A few minutes later the Pistols emerged, with Jones, Cook and Matlock dressed in pretty much the same kind of duds they favored in the mid-Seventies. Lydon, by contrast, was distinguished by spiked hair dyed red and yellow to match his suspenders, blouse and trousers; he resembled a cross between Phyllis Diller and Bozo the Clown. "We're going to blow this fucking house down," he shouted at the throng before launching into "Bodies," the lead cut on the new Pistols' CD, Filthy Lucre Live. This choice was hardly a coincidence; the set list seemed identical to the roster of tracks on the disc, right down to the running order. As on Lucre, the Pistols presented nothing new; rather, they ran through everything on their one-and-only studio release, 1977's Never Mind the Bollocks, Here's the Sex Pistols, tossed in a couple of ancient B-sides and called it a night.

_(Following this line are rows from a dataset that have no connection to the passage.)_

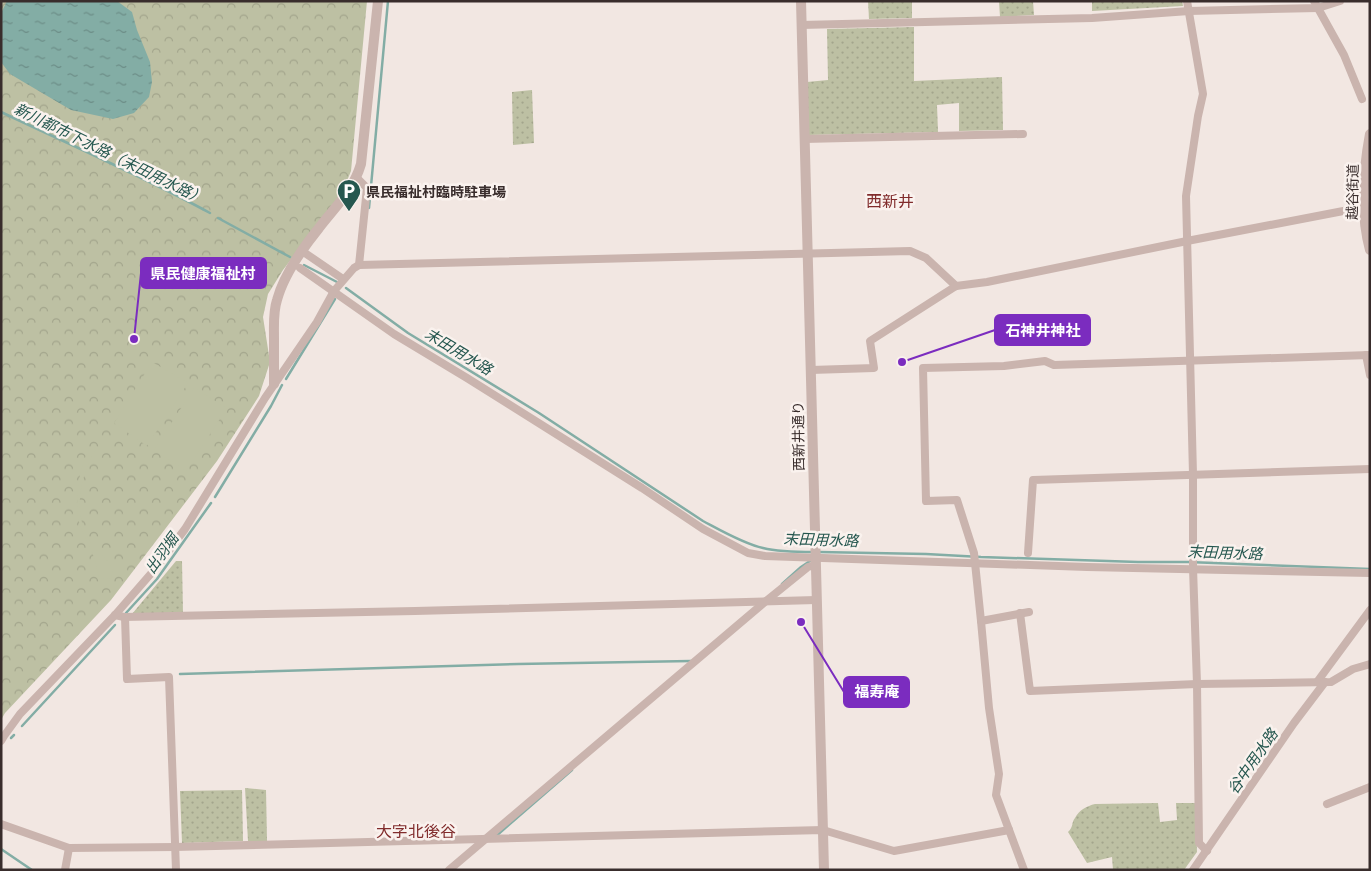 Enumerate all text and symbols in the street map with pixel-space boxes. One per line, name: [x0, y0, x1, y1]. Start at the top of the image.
water label: 新川都市下水路（末田用水路）: [12, 99, 208, 207]
street label: 越谷街道: [1343, 164, 1361, 220]
parking icon: 県民福祉村臨時駐車場: [336, 178, 362, 212]
place label: 県民福祉村臨時駐車場: [366, 183, 506, 200]
district label: 西新井: [866, 191, 914, 210]
callout: 県民健康福祉村: [141, 258, 266, 288]
text: 県民健康福祉村: [150, 264, 256, 282]
callout: 石神井神社: [995, 315, 1090, 345]
text: 石神井神社: [1005, 321, 1081, 339]
water label: 末田用水路: [422, 324, 497, 379]
street label: 西新井通り: [789, 401, 807, 471]
water label: 出羽堀: [140, 528, 183, 576]
water label: 末田用水路: [783, 529, 861, 549]
water label: 末田用水路: [1187, 542, 1265, 562]
callout: 福寿庵: [844, 677, 909, 707]
text: 福寿庵: [853, 682, 900, 700]
water label: 谷中用水路: [1223, 723, 1282, 797]
district label: 大字北後谷: [376, 821, 456, 840]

The versions of these faves heard at Red Rocks were relentlessly de rigueur. The players came across as both competent and professional--terms that should not necessarily be viewed as purely complimentary in this context--and the tempos remained vigorous. Lydon, too, was in decent voice; he generally proved capable of making his nasal yelp heard over the foothills gusts. But these by-the-numbers readings lacked any attempt at commentary or contemporaneity. The Pistols' songs were like broadcasts from the war front when they first appeared, but they don't have nearly the same impact two decades down the line. "God Save the Queen," for one, is almost funny; after all, the only reason Lydon is chanting "no future" again is because he wants to ensure his own, financially speaking. "E.M.I.," a bitter rant about the label's mistreatment of the band, sounded even more ludicrous. Probably even the members of the band don't remember what this petty fight was about, but because they've got so little material, they churned it out anyway.